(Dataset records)
************

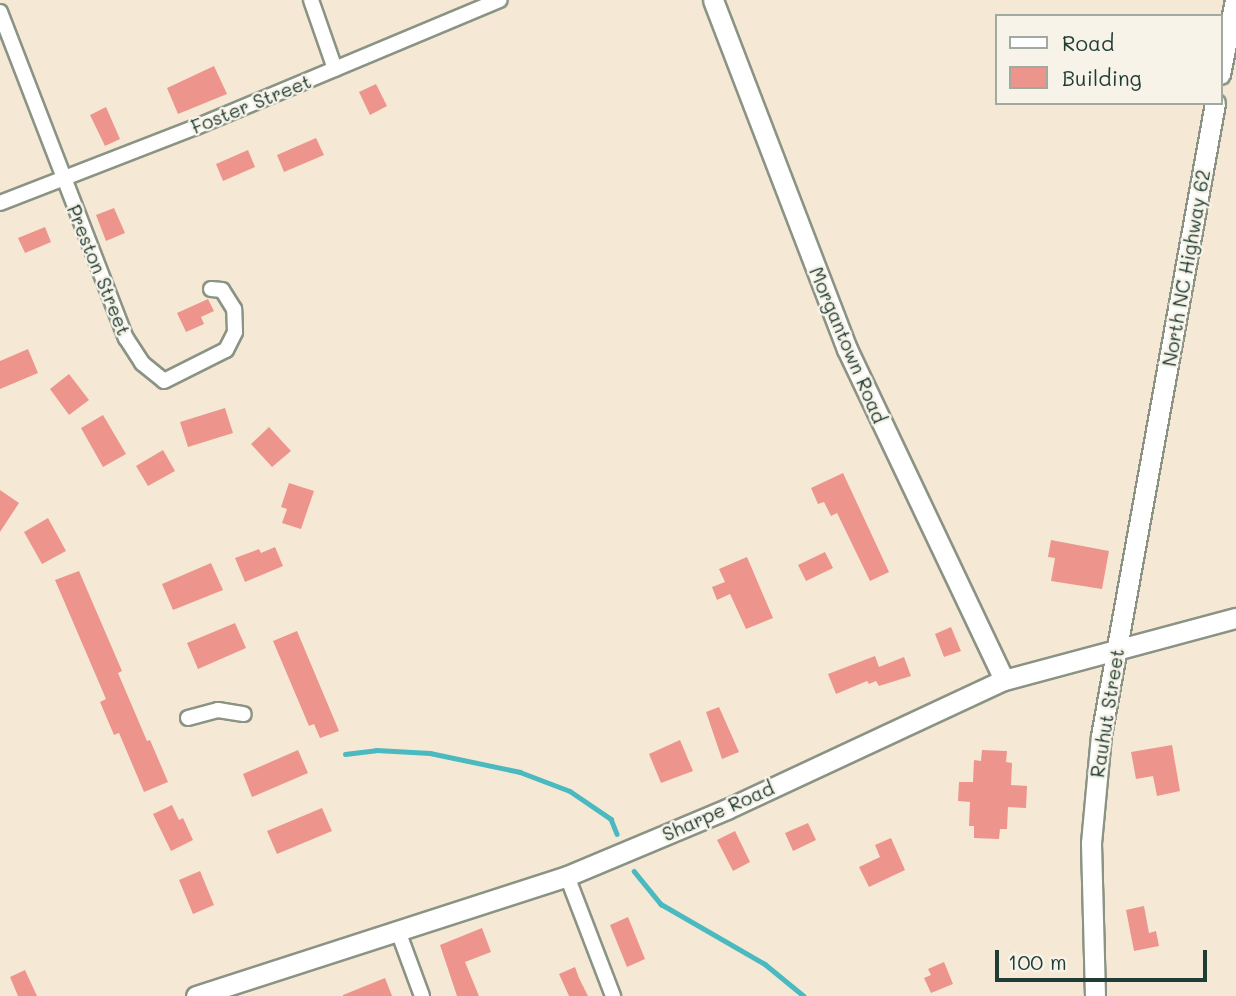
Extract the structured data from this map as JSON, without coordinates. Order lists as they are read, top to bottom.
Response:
{
  "streets": {
    "street": [
      "Foster Street",
      "North NC Highway 62",
      "Preston Street",
      "Morgantown Road",
      "Rauhut Street",
      "Sharpe Road"
    ]
  },
  "crossings": [
    ["Foster Street", "Preston Street"],
    ["North NC Highway 62", "Rauhut Street"],
    ["Morgantown Road", "Sharpe Road"],
    ["Rauhut Street", "Sharpe Road"]
  ],
  "legend": ["Road", "Building"],
  "scale_bar": "100 m"
}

************

Would you set down the records above once more, exactly, with the pictures removed?

• _Reply_
Extract the structured data from this map as JSON, without coordinates. Order lists as they are read, top to bottom.
Response:
{
  "streets": {
    "street": [
      "Foster Street",
      "North NC Highway 62",
      "Preston Street",
      "Morgantown Road",
      "Rauhut Street",
      "Sharpe Road"
    ]
  },
  "crossings": [
    ["Foster Street", "Preston Street"],
    ["North NC Highway 62", "Rauhut Street"],
    ["Morgantown Road", "Sharpe Road"],
    ["Rauhut Street", "Sharpe Road"]
  ],
  "legend": ["Road", "Building"],
  "scale_bar": "100 m"
}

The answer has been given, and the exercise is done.